> **Requirement**
If a line in the entries contains the word "Daxbet", list it.

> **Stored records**
______

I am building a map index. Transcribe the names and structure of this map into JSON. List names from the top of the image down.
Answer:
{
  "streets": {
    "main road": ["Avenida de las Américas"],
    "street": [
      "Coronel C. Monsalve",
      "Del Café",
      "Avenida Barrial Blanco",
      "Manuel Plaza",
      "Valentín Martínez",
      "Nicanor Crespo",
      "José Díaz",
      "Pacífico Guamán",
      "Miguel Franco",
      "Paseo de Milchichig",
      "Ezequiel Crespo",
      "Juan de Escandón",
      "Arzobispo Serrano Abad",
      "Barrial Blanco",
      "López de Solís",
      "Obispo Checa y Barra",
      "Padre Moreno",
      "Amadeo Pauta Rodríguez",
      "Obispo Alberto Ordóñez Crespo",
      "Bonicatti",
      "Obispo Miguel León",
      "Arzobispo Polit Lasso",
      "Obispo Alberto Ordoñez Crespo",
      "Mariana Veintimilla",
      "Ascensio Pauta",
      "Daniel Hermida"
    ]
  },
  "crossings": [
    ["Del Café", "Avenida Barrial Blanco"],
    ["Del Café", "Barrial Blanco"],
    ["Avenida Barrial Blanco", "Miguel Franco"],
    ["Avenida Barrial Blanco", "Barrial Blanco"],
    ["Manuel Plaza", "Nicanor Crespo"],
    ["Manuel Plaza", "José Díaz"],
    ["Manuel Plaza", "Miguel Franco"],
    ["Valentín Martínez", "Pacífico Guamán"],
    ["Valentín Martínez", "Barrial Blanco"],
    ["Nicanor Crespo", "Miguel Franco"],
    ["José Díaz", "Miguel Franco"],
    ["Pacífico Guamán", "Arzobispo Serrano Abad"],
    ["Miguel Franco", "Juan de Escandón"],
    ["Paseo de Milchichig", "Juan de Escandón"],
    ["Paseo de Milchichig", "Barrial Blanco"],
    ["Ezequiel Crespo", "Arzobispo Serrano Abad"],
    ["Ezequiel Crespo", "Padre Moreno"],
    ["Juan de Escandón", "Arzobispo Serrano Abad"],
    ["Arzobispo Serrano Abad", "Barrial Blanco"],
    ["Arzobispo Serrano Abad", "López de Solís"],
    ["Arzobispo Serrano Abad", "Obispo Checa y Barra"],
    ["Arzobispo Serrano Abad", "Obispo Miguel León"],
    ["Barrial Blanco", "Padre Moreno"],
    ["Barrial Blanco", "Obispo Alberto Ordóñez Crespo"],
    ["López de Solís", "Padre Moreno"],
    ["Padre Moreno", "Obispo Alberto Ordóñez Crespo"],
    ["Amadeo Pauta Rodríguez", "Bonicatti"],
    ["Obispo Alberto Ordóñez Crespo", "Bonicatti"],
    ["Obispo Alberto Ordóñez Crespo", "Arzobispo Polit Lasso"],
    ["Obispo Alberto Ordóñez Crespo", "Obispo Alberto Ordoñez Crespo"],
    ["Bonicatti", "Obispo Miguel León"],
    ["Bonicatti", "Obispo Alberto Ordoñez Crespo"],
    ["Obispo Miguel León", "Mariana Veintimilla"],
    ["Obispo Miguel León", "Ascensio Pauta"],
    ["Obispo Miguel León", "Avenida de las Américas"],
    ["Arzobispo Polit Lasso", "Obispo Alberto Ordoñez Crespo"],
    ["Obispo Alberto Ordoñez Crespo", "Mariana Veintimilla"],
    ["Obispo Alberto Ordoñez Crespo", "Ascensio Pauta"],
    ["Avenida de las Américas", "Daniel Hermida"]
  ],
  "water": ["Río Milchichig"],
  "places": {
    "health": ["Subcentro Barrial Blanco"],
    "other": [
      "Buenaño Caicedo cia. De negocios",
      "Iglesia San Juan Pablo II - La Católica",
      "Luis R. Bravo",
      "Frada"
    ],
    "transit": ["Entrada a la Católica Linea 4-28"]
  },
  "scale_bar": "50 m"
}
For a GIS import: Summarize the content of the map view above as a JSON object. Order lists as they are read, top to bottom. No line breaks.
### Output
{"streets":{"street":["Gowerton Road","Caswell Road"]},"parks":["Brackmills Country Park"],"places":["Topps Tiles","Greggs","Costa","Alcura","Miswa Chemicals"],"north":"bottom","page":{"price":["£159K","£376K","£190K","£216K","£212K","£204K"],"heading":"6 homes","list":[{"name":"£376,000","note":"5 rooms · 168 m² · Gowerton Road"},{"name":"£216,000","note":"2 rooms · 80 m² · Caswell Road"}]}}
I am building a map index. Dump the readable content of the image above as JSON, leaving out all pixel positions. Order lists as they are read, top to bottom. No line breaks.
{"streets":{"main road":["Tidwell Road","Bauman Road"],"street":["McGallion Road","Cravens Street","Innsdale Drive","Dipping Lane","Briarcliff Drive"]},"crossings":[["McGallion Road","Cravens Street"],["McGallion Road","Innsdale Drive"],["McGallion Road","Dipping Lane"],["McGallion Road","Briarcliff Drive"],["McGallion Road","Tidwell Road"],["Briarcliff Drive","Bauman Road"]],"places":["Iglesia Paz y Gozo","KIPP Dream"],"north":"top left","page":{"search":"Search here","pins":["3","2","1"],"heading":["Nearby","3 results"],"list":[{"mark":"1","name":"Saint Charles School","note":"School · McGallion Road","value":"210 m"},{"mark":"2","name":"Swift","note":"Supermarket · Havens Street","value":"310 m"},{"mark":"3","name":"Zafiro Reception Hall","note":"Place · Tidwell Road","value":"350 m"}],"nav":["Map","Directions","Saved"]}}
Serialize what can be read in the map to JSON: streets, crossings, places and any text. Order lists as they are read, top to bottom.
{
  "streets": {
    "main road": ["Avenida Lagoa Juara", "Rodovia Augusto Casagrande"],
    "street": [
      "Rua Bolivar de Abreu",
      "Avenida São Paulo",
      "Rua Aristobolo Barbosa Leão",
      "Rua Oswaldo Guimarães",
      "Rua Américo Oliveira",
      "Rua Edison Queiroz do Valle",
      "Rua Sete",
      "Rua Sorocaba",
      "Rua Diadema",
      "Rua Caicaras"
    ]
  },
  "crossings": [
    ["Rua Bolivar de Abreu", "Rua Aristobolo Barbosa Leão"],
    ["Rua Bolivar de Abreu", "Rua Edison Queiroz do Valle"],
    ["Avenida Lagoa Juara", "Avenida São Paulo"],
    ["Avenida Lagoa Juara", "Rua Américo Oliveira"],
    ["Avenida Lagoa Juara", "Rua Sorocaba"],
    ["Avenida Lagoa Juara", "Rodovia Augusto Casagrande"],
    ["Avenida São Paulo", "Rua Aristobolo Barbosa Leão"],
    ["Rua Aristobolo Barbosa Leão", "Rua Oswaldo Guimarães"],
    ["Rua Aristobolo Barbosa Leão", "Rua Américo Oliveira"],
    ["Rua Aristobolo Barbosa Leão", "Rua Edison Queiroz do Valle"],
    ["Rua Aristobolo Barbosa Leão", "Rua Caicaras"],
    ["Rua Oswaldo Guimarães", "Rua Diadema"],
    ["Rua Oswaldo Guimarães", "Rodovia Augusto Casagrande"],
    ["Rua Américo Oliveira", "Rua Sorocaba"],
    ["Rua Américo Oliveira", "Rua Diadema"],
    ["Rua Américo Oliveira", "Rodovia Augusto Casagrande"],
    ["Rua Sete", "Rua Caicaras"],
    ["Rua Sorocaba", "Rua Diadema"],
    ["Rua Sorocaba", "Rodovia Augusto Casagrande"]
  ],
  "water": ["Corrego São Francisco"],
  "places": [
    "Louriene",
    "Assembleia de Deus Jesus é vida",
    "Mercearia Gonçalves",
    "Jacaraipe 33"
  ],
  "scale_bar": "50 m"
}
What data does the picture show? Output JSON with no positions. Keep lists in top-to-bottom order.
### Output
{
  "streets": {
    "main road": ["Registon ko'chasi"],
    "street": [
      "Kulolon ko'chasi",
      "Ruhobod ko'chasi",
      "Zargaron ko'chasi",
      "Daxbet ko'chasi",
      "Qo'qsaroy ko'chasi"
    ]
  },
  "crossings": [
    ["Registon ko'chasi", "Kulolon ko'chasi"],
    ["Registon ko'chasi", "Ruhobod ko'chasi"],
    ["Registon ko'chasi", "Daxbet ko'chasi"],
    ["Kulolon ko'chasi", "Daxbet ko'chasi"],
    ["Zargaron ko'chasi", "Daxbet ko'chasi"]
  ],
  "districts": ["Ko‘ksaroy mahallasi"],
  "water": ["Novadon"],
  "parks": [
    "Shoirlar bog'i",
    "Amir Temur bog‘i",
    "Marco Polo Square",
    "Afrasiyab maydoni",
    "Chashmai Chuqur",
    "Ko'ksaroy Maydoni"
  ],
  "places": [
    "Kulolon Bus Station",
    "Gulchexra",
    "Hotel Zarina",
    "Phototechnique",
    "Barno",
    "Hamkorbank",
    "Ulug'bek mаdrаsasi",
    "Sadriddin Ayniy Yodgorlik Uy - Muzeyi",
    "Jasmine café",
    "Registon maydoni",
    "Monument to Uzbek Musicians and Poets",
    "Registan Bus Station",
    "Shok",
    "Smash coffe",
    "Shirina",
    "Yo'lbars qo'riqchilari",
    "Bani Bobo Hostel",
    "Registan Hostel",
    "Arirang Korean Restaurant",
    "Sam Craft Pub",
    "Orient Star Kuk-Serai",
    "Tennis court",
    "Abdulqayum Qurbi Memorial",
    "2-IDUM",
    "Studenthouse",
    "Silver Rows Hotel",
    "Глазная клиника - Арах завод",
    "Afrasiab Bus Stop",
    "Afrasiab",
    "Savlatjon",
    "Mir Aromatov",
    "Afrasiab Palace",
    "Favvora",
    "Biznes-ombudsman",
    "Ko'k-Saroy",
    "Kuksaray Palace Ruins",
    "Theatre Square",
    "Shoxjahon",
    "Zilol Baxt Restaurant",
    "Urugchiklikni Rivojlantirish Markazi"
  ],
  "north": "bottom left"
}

______

> **Result of this task**
      "Daxbet ko'chasi",
    ["Registon ko'chasi", "Daxbet ko'chasi"],
    ["Kulolon ko'chasi", "Daxbet ko'chasi"],
    ["Zargaron ko'chasi", "Daxbet ko'chasi"]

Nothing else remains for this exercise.